News - Cadillac
Cadillac brings in more big guns
Australia waits as Cadillac strategy deepens with key new managers, huge model wave
20 Aug 2015
By TERRY MARTIN
CADILLAC president Johan de Nysschen has made two key new appointments in product strategy and engineering as the US luxury brand executes an ambitious $12 billion turnaround plan that will bring a string of new models over the next five years and aims to achieve 500,000 global sales by 2020 – up from a forecast 300,000 this year.
As he seeks more autonomy from General Motors, turning Cadillac into a separate business unit from 2017 and launching no fewer than nine new models before the end of the decade – five new crossovers or SUVs, a compact car and three redesigned models across small and mid-size segments – Mr de Nysschen has this week appointed former BMW executive Richard Brekus as director of global product strategy.
He also recently secured the services of David Leone as the dedicated executive chief engineer of Cadillac product programs.

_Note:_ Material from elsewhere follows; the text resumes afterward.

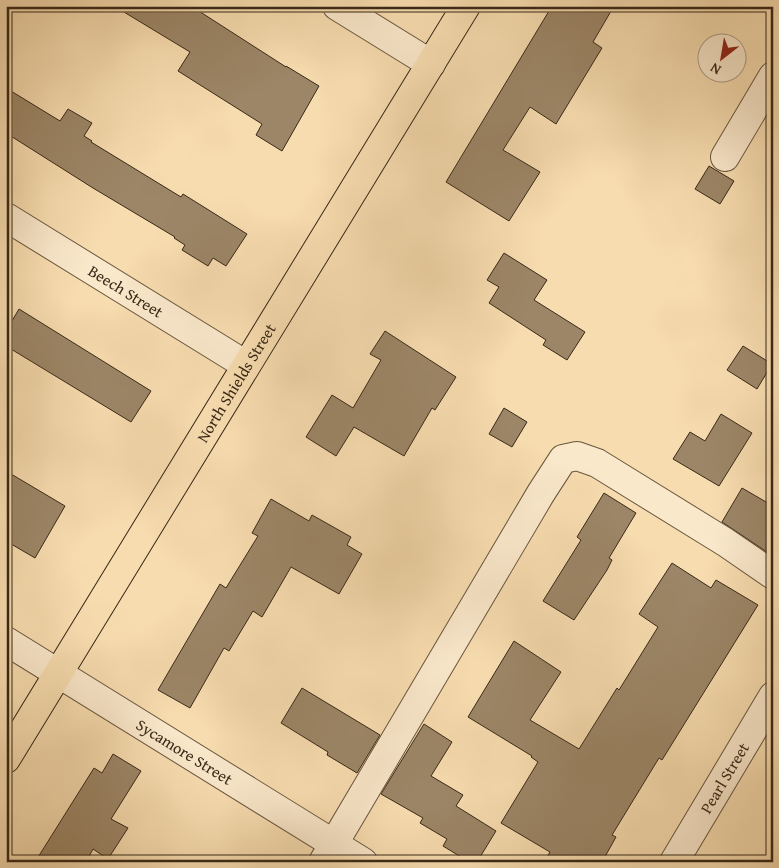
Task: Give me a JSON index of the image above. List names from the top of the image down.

Mr Leone is a veteran GM engineer with strong ties to Holden in Australia via his global responsibility for rear-wheel-drive platform and vehicle development.
He was previously chief engineer for global performance luxury cars across the company and lead executive chief engineer for the Cadillac brand, and had ultimate responsibility for a raft of key models including the Chevrolet Camaro Z/28 and the Holden Commodore-based Chevrolet SS.
From top: Cadillac executive chief engineer David Leone on the VF Commodore engineering development drive.
Lower: Cadillac director of global product strategy Richard Brekus. As GoAuto has reported, Australia and other right-hand-drive markets feature in Cadillac’s transformation plan, with Holden expected to stage another attempt at launching the brand here after pulling out in January 2009, just two weeks before the CTS was to enter showrooms.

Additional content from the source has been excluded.